In the entries that follow, find each line with the word "middle" and copy it.

┌─ Input

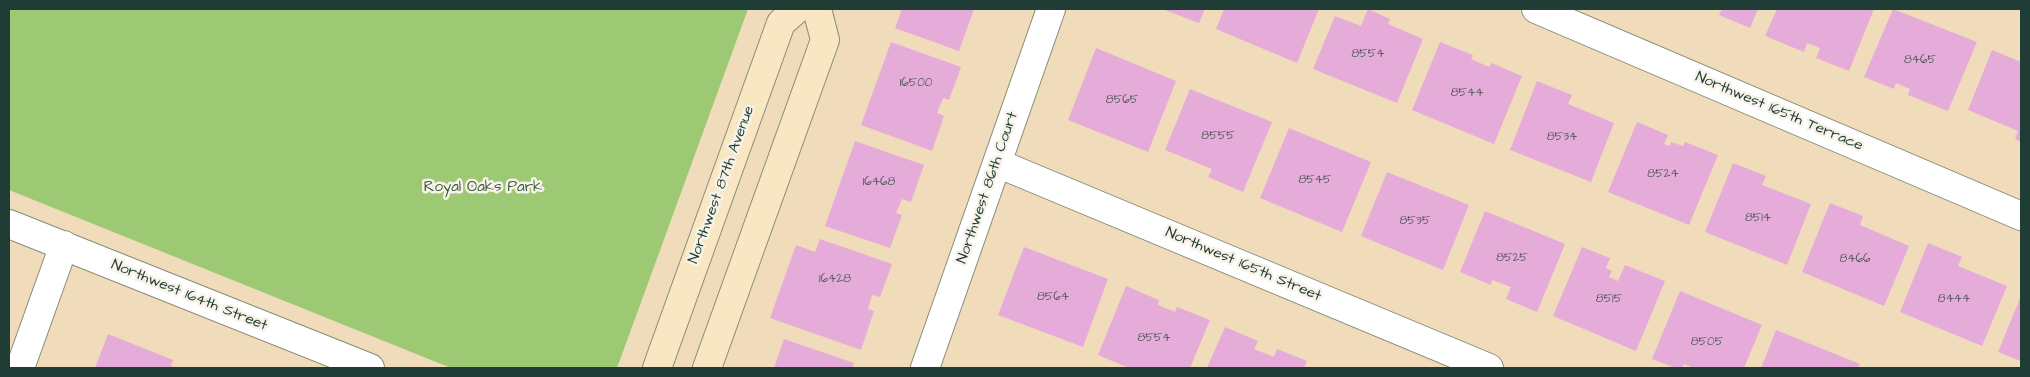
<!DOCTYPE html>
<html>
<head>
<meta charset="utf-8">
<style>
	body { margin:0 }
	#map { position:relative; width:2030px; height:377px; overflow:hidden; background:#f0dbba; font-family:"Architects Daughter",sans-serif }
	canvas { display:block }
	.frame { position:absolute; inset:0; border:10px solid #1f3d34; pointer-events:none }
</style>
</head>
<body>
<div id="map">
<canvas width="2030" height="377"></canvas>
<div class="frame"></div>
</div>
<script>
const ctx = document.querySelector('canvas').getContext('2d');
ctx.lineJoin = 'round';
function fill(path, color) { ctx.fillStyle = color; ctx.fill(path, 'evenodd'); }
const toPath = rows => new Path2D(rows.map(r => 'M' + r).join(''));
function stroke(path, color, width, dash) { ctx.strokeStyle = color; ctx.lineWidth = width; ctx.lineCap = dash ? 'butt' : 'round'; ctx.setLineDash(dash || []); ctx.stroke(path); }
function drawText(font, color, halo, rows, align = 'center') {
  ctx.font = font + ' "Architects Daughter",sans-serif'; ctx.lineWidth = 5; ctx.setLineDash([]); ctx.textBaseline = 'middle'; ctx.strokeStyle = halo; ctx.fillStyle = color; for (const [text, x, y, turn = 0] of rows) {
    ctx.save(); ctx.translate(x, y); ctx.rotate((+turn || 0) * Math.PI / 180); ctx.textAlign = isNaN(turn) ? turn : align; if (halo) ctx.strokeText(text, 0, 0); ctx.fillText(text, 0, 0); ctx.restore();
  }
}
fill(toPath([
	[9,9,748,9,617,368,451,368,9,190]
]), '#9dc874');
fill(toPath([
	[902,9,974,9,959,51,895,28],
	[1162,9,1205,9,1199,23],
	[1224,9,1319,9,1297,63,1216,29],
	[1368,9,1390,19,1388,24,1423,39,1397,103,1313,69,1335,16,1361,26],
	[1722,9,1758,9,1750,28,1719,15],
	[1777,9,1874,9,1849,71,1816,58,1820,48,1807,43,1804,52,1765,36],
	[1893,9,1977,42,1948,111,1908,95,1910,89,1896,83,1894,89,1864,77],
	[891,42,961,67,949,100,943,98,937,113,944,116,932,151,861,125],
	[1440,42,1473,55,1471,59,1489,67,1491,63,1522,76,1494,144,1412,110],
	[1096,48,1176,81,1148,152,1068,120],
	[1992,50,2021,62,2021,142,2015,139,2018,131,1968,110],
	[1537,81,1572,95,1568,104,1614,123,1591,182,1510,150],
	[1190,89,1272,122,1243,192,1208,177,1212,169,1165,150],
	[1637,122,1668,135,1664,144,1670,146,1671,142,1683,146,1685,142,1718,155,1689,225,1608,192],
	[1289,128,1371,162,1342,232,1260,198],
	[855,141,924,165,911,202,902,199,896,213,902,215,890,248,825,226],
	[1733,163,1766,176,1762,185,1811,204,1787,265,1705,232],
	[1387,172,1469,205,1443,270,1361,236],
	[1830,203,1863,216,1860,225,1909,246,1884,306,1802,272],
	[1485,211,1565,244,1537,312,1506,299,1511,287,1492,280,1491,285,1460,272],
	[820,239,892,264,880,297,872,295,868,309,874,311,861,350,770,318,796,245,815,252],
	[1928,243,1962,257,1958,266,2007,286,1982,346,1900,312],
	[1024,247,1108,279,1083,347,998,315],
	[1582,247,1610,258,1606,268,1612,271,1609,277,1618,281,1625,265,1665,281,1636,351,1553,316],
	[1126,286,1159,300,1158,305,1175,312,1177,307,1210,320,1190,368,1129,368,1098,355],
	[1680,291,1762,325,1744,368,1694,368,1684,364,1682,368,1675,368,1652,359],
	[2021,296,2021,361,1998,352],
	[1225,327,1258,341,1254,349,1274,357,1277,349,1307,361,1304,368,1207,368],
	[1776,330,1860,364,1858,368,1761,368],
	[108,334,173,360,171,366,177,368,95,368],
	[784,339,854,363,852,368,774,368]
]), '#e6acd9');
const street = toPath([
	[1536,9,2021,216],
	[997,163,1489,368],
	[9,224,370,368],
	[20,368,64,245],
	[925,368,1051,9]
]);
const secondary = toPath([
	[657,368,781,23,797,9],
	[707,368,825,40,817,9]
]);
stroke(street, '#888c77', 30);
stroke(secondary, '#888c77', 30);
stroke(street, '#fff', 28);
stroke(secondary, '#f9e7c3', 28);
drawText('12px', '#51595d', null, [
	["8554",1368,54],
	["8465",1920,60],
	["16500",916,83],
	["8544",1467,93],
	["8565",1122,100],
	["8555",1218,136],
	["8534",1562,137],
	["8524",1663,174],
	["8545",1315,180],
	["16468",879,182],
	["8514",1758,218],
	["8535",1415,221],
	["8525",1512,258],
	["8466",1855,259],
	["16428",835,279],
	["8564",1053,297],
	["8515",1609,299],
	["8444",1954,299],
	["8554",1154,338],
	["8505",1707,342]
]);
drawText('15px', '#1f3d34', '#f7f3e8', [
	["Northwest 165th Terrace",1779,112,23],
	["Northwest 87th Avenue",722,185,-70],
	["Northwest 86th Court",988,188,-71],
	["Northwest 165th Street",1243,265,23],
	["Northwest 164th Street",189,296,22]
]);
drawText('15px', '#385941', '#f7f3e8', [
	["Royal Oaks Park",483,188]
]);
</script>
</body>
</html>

└─
┌─ Input

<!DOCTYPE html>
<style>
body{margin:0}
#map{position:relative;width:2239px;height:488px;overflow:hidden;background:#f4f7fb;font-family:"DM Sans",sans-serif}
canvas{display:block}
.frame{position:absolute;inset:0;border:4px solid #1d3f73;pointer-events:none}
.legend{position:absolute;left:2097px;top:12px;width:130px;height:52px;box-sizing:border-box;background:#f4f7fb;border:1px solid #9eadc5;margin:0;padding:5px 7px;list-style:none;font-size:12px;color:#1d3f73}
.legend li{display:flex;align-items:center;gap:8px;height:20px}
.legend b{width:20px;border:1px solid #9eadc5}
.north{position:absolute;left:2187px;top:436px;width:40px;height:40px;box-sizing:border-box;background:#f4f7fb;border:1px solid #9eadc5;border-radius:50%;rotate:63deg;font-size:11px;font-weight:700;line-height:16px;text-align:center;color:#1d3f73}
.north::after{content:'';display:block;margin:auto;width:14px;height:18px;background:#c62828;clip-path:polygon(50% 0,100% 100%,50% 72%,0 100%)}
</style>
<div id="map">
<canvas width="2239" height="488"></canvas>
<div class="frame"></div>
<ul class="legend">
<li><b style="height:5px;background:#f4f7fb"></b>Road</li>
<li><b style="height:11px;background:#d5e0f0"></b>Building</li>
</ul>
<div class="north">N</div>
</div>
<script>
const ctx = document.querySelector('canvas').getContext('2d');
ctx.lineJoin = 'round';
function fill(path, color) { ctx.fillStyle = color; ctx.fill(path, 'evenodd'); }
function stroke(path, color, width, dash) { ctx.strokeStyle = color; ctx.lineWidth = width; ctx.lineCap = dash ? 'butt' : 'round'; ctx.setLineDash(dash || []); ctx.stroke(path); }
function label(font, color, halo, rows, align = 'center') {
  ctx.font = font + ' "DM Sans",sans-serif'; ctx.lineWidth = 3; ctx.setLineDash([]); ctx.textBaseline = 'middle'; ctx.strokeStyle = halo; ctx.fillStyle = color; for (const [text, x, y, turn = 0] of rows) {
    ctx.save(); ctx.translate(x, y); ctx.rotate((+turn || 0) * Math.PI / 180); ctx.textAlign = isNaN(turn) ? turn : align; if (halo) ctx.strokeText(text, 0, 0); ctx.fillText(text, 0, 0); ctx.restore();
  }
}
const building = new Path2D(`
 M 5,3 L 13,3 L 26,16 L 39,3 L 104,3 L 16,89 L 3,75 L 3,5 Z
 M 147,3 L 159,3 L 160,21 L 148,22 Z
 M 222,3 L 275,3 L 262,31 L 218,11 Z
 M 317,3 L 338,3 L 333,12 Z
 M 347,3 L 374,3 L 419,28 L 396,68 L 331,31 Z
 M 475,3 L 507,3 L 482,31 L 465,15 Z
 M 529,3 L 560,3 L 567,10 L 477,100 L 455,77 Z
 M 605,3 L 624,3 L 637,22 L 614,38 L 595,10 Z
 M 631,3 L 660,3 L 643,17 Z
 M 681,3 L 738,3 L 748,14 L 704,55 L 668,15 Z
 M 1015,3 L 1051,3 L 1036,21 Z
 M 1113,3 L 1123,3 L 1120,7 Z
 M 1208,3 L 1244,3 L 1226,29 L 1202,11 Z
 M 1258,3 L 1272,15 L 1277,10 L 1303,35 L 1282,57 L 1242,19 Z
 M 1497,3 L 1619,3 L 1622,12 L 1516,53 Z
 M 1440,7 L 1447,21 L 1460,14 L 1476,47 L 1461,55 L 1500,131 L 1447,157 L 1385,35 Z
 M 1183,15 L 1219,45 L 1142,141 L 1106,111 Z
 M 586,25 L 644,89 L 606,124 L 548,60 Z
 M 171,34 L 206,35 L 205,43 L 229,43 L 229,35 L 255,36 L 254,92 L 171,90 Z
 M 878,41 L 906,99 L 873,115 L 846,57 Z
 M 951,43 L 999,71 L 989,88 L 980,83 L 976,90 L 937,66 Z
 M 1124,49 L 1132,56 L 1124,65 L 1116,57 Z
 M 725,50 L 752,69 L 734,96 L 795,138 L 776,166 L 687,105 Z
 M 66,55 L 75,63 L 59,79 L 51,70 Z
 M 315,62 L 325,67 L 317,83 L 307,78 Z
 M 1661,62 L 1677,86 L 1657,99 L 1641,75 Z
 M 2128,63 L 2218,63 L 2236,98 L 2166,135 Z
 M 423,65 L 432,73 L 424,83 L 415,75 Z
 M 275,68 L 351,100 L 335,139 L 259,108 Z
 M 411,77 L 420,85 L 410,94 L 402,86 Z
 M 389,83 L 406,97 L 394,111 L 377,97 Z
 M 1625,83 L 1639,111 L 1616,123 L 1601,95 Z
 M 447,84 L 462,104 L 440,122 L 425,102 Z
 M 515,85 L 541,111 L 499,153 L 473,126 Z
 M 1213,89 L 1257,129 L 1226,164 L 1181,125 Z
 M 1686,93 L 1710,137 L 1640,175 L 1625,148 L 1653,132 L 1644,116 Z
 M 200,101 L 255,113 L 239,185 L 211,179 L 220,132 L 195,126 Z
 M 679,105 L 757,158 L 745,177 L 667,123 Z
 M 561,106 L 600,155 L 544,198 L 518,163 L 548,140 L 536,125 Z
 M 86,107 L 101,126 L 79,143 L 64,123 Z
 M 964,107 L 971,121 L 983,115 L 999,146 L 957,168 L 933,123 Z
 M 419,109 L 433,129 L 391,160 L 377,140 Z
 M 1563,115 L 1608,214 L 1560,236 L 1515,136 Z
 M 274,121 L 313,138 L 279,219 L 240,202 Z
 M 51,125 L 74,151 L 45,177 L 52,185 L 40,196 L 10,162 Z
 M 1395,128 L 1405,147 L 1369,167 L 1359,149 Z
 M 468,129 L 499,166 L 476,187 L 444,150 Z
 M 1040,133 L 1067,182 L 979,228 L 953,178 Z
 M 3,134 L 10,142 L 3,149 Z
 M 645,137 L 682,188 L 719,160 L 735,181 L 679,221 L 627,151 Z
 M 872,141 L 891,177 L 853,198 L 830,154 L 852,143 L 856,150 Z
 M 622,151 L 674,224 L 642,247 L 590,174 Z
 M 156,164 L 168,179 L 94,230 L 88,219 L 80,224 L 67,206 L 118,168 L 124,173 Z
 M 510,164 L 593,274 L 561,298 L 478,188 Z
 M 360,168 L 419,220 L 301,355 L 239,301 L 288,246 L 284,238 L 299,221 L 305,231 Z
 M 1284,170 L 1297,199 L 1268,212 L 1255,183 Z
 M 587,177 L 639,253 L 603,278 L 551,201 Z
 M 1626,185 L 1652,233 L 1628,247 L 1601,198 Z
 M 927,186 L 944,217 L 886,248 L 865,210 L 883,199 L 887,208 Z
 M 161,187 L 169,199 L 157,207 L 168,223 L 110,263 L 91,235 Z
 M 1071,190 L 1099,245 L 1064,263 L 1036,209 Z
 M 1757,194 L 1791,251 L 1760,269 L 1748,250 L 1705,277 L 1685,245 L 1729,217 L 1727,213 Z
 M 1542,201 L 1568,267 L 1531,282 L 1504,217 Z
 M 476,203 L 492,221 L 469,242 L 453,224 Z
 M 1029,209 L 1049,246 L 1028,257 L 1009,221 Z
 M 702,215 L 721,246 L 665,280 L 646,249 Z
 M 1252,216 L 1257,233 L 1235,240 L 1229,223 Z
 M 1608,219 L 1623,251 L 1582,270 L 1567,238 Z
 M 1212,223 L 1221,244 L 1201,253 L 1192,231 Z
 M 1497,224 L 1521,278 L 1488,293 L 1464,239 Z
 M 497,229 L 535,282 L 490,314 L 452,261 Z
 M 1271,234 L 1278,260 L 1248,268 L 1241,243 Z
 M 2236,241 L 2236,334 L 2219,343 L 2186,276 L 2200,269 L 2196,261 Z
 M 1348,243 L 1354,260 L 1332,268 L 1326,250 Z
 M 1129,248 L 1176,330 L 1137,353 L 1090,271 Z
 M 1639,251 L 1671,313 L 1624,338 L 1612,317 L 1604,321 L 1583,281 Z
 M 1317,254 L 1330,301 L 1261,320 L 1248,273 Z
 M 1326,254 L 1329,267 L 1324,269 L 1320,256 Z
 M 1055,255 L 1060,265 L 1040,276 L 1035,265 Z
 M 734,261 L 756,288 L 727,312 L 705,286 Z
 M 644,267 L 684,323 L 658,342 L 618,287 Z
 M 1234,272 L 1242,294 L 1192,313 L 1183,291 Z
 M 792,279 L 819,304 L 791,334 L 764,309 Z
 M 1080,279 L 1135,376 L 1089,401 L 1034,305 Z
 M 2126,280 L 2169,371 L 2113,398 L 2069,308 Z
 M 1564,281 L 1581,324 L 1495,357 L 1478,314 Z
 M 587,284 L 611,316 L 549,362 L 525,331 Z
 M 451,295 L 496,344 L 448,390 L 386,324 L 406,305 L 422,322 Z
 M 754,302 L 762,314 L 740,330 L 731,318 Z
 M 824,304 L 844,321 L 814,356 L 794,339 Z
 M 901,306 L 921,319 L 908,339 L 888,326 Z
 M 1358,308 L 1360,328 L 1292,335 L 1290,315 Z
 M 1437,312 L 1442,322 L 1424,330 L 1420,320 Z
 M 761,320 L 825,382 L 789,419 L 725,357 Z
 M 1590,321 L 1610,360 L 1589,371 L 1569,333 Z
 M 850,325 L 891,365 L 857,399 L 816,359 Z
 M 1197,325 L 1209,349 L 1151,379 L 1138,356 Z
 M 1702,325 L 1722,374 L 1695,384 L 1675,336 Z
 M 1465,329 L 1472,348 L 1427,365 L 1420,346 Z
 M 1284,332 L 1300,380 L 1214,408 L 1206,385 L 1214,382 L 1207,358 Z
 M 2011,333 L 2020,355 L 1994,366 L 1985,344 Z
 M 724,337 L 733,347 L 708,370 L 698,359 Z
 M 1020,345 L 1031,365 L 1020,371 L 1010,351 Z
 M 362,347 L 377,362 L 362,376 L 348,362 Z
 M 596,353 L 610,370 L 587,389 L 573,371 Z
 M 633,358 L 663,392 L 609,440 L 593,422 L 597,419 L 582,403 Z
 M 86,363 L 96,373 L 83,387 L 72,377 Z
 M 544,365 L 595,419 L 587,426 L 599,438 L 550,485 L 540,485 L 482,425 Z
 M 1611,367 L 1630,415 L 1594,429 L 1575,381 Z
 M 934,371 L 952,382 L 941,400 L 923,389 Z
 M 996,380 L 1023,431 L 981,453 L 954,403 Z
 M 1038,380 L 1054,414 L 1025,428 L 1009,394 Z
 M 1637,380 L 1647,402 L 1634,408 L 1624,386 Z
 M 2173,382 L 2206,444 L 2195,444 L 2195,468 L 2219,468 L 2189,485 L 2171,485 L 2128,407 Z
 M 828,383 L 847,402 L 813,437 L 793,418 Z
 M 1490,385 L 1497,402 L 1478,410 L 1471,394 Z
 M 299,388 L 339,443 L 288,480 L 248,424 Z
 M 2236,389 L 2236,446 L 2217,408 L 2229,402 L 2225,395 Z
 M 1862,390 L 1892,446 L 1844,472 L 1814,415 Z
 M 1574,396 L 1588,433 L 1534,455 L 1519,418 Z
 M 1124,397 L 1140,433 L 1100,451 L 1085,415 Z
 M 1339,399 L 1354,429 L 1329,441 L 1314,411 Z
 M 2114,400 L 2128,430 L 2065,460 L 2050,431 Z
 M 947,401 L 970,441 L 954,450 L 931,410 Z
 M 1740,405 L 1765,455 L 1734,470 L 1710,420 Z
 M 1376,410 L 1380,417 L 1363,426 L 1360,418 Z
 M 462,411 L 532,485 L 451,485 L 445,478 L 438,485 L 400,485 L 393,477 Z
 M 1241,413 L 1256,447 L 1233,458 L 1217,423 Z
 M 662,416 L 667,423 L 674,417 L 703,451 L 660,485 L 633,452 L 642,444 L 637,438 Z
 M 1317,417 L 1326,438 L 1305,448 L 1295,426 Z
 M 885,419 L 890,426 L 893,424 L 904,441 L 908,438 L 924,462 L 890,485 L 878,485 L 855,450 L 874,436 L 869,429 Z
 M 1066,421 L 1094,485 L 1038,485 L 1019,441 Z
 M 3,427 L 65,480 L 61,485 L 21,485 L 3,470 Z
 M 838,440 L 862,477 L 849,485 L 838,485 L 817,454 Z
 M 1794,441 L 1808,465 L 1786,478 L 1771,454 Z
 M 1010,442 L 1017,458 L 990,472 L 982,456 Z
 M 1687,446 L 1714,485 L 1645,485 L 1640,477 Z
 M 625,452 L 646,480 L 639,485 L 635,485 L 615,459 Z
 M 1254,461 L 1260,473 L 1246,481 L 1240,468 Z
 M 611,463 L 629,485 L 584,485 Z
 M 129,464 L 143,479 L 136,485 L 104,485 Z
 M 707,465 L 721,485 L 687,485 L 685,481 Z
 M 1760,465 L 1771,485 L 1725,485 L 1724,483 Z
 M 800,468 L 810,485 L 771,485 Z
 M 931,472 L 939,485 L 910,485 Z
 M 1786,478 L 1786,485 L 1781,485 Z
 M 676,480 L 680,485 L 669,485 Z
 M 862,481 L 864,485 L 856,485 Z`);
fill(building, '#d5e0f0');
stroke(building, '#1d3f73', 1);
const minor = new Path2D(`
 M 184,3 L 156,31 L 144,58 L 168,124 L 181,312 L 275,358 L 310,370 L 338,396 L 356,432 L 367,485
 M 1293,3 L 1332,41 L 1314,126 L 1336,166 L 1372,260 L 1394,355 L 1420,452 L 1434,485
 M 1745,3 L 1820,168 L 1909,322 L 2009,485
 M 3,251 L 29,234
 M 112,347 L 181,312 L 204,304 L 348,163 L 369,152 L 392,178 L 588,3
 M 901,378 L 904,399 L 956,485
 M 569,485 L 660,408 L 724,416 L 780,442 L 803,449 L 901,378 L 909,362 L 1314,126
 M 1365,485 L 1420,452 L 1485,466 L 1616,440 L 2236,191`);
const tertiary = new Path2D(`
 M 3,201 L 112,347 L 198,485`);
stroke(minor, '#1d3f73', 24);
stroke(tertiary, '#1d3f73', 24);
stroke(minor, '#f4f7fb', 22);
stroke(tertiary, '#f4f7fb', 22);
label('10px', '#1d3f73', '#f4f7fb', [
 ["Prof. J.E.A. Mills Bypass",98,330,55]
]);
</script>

└─

* **Response area**:
  ctx.font = font + ' "Architects Daughter",sans-serif'; ctx.lineWidth = 5; ctx.setLineDash([]); ctx.textBaseline = 'middle'; ctx.strokeStyle = halo; ctx.fillStyle = color; for (const [text, x, y, turn = 0] of rows) {
  ctx.font = font + ' "DM Sans",sans-serif'; ctx.lineWidth = 3; ctx.setLineDash([]); ctx.textBaseline = 'middle'; ctx.strokeStyle = halo; ctx.fillStyle = color; for (const [text, x, y, turn = 0] of rows) {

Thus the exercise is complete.